What you need to do >> Starting at the first line of the entries, extract each line up to and including the one that contains "solid #fff;border-radius:50%;box-shadow:0 1px", but leave out the pictures.

Dataset entries >>
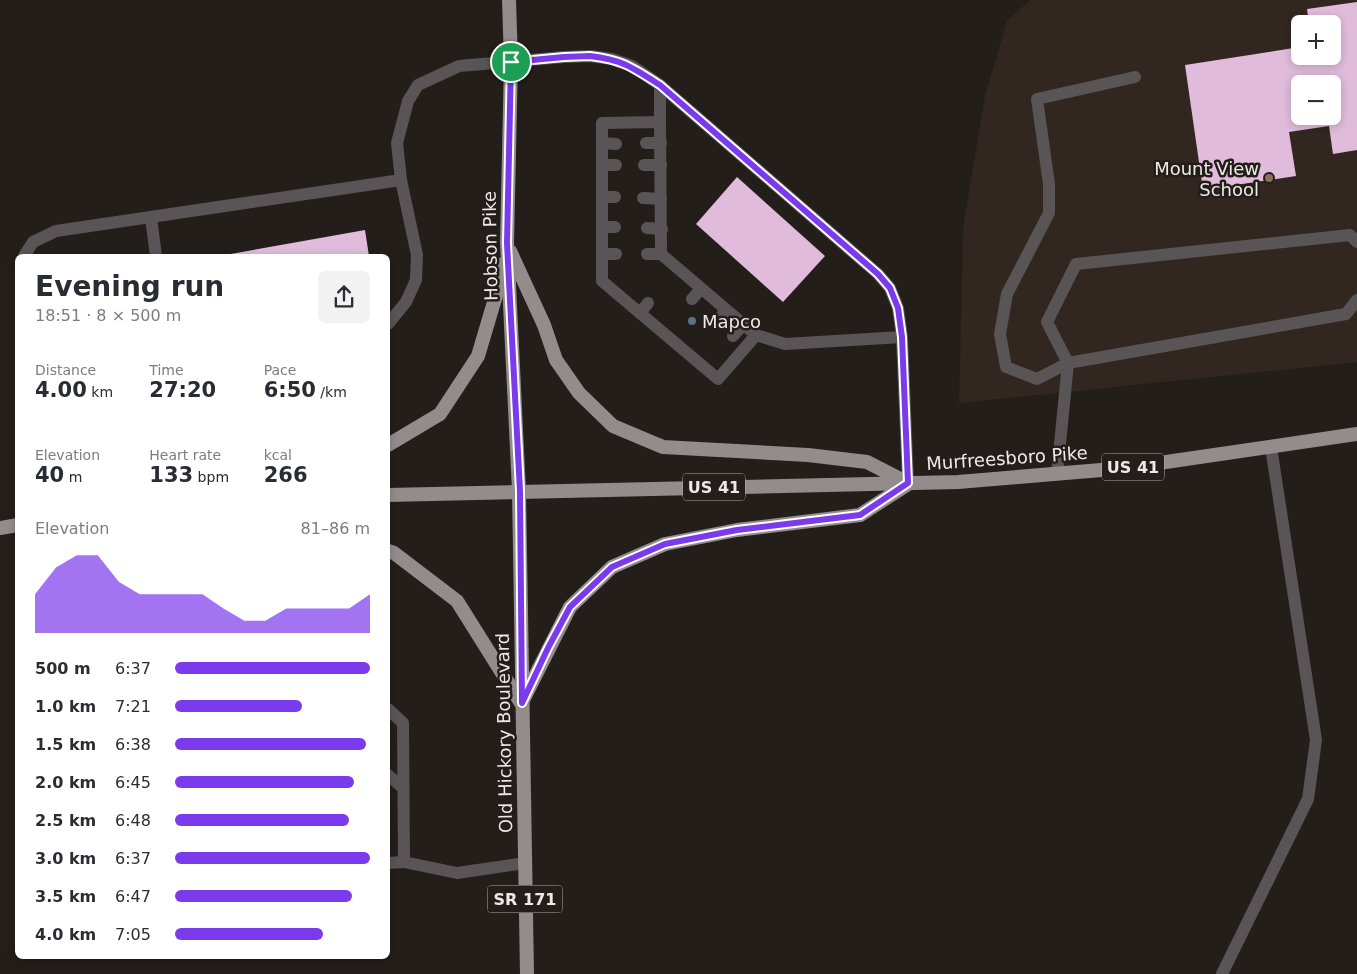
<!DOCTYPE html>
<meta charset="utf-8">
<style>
:root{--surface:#fff;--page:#f2f2f3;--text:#2b2b33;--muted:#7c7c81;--accent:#7c3aed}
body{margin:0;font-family:"DejaVu Sans",sans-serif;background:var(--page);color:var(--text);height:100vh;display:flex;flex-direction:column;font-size:19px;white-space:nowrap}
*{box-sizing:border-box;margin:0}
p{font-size:16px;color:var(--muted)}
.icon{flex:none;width:28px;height:28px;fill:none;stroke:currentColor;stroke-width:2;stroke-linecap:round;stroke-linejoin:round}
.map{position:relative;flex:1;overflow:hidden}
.details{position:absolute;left:15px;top:254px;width:375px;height:705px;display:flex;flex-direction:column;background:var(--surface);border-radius:8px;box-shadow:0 2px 8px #0003}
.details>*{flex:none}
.fabs{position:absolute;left:1291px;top:15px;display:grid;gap:10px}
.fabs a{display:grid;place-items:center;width:50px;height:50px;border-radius:8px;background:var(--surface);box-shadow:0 2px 8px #0003;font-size:25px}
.pin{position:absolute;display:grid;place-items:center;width:42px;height:42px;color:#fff;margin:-21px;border:2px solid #fff;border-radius:50%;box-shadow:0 1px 5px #0007}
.round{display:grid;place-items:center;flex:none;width:52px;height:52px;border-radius:8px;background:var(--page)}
.head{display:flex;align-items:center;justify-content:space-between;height:85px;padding:0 20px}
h1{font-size:28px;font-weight:700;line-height:38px}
.stats{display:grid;grid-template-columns:repeat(3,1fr);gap:8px;height:85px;padding:5px 20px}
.stats div{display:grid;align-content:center}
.stats b{font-size:21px;font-weight:700}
.stats small{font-size:14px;font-weight:400}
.stats p{font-size:14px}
.chart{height:140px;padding:10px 20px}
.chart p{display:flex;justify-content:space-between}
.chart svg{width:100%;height:90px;margin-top:5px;fill:var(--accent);opacity:.7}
ul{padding:0 20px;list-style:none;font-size:16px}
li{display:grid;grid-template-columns:80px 60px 1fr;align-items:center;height:38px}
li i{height:12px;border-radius:6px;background:var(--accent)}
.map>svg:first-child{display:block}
.built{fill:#322620;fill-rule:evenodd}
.building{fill:#e0bbdb;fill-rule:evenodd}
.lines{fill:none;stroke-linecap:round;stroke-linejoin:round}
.service{stroke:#595556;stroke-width:12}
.primary{stroke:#938b8c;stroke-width:14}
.route-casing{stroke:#fff;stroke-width:10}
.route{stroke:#7c3aed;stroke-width:6}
.education-dot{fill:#8d6e63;stroke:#231e1a;stroke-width:2}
.service-dot{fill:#5c6f8a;stroke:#231e1a;stroke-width:2}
.labels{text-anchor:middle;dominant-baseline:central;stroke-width:5;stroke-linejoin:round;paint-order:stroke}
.shield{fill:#231e1a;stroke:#b0acaa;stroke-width:1}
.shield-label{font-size:16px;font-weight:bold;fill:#ede9e7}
.poi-label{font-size:18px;fill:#ede9e7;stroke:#231e1a;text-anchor:end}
.street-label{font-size:18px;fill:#ede9e7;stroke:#231e1a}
</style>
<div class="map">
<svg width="1357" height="974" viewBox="0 0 1357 974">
<rect width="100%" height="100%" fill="#231e1a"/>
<path class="built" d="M1030 0H1357V362L959 403 963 229 985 96 1007 21ZM1300 24H1332V56H1300ZM1300 84H1332V116H1300Z"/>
<g class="building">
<path d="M1357 2V150L1333 154 1329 126 1289 132 1296 176 1203 190 1185 65 1300 47V56H1332V24H1309L1307 9ZM1300 84H1332V116H1300Z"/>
<path d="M737 177 825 256 783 302 696 224Z"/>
<path d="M365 230 369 256H225V255Z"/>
</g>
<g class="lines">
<g class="service">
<path d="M1135 77 1037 99 1049 184V213L1007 294 1000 334 1006 367 1037 379 1068 363 1346 314 1357 300"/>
<path d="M660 122V85"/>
<path d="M602 143 616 144"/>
<path d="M646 143H661"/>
<path d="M603 165H616"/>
<path d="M644 165H661"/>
<path d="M602 197H615"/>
<path d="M643 198 661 199"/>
<path d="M151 218 156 256"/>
<path d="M602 227H615"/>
<path d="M647 228 662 229"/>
<path d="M602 254H616"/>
<path d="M647 254H661"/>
<path d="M24 256 33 242 56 231 401 180"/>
<path d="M692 299 701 289"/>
<path d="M640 313 648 303"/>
<path d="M717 321 726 310"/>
<path d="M388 324 406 302 416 280 417 255 401 180 397 143 408 101 418 85 459 66 564 57 590 56 612 59 632 66 660 85 878 274 890 288 898 308 902 337 908 483"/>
<path d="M756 335 718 379 602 281V123L660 122 661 254 756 335 785 344 902 337"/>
<path d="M733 336 743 325"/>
<path d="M1057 474 1068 363 1047 322 1076 264 1350 235 1357 242"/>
<path d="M388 709 403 723 404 862 457 873 525 863"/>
<path d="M388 775 403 788"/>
<path d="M388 863 404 862"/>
<path d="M1222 974 1308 799 1316 740 1271 447"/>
</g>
<g class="primary">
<path d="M509 0 511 62 507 243 519 491 527 974"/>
<path d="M510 251 544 325 556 360 579 393 613 426 663 447 808 455 867 462 906 482"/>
<path d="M388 445 440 414 478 356 497 292 503 264"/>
<path d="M388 495 958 482 1125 468 1357 434"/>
<path d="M0 528 18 525"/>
<path d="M388 551 394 553 457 601 521 703"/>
<path d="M523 700 570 607 612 567 665 544 737 530 860 515 908 484"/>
</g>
</g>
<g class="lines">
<defs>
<path id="route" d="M590 56C623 60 632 67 660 85L878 274 890 288 898 308 902 337 908 483 860 515 737 530 665 544 612 567 570 607 548 648 522 703 520 491 507 243 511 62 564 57Z"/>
</defs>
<use href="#route" class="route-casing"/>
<use href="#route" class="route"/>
</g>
<circle class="education-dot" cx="1269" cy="178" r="5"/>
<circle class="service-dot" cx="692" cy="321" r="5"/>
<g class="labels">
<g class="shield">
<rect x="1102" y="453.5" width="62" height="27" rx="4"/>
<rect x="683" y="473.5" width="62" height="27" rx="4"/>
<rect x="487.5" y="885.5" width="75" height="27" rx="4"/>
</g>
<g class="shield-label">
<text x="1133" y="467">US 41</text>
<text x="714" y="487">US 41</text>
<text x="525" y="899">SR 171</text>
</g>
<g class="poi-label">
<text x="1259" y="168">Mount View<tspan x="1259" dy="21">School</tspan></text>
<text x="702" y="321" text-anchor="start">Mapco</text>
</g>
<g class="street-label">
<text transform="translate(490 246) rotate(-91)">Hobson Pike</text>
<text transform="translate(1007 458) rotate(-4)">Murfreesboro Pike</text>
<text transform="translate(504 733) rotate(-91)">Old Hickory Boulevard</text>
</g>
</g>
</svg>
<div class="fabs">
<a>+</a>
<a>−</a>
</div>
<div class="pin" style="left:511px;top:62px;background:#1e9e55"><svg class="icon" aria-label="arrive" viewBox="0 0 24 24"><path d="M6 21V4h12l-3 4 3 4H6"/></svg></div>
<section class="details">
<div class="head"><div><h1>Evening run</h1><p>18:51 · 8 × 500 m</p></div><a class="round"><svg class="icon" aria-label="share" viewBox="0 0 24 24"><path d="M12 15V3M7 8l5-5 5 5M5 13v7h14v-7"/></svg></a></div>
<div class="stats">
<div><p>Distance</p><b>4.00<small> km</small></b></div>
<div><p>Time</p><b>27:20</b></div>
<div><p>Pace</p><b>6:50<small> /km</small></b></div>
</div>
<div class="stats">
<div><p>Elevation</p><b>40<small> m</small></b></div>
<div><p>Heart rate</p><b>133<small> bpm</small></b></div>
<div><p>kcal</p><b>266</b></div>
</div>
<div class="chart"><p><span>Elevation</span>81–86 m</p>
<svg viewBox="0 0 160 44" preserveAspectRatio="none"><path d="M0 44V25L10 12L20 6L30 6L40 19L50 25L60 25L70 25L80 25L90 32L100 38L110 38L120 32L130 32L140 32L150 32L160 25V44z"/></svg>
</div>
<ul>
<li><b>500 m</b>6:37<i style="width:100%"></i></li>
<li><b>1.0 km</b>7:21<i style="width:65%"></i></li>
<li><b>1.5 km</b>6:38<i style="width:98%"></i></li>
<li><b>2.0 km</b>6:45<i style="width:92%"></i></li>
<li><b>2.5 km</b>6:48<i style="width:89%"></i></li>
<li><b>3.0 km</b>6:37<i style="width:100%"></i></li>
<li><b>3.5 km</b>6:47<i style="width:91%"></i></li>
<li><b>4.0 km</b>7:05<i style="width:76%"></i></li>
</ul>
</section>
</div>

Answer to this task >>
<!DOCTYPE html>
<meta charset="utf-8">
<style>
:root{--surface:#fff;--page:#f2f2f3;--text:#2b2b33;--muted:#7c7c81;--accent:#7c3aed}
body{margin:0;font-family:"DejaVu Sans",sans-serif;background:var(--page);color:var(--text);height:100vh;display:flex;flex-direction:column;font-size:19px;white-space:nowrap}
*{box-sizing:border-box;margin:0}
p{font-size:16px;color:var(--muted)}
.icon{flex:none;width:28px;height:28px;fill:none;stroke:currentColor;stroke-width:2;stroke-linecap:round;stroke-linejoin:round}
.map{position:relative;flex:1;overflow:hidden}
.details{position:absolute;left:15px;top:254px;width:375px;height:705px;display:flex;flex-direction:column;background:var(--surface);border-radius:8px;box-shadow:0 2px 8px #0003}
.details>*{flex:none}
.fabs{position:absolute;left:1291px;top:15px;display:grid;gap:10px}
.fabs a{display:grid;place-items:center;width:50px;height:50px;border-radius:8px;background:var(--surface);box-shadow:0 2px 8px #0003;font-size:25px}
.pin{position:absolute;display:grid;place-items:center;width:42px;height:42px;color:#fff;margin:-21px;border:2px solid #fff;border-radius:50%;box-shadow:0 1px 5px #0007}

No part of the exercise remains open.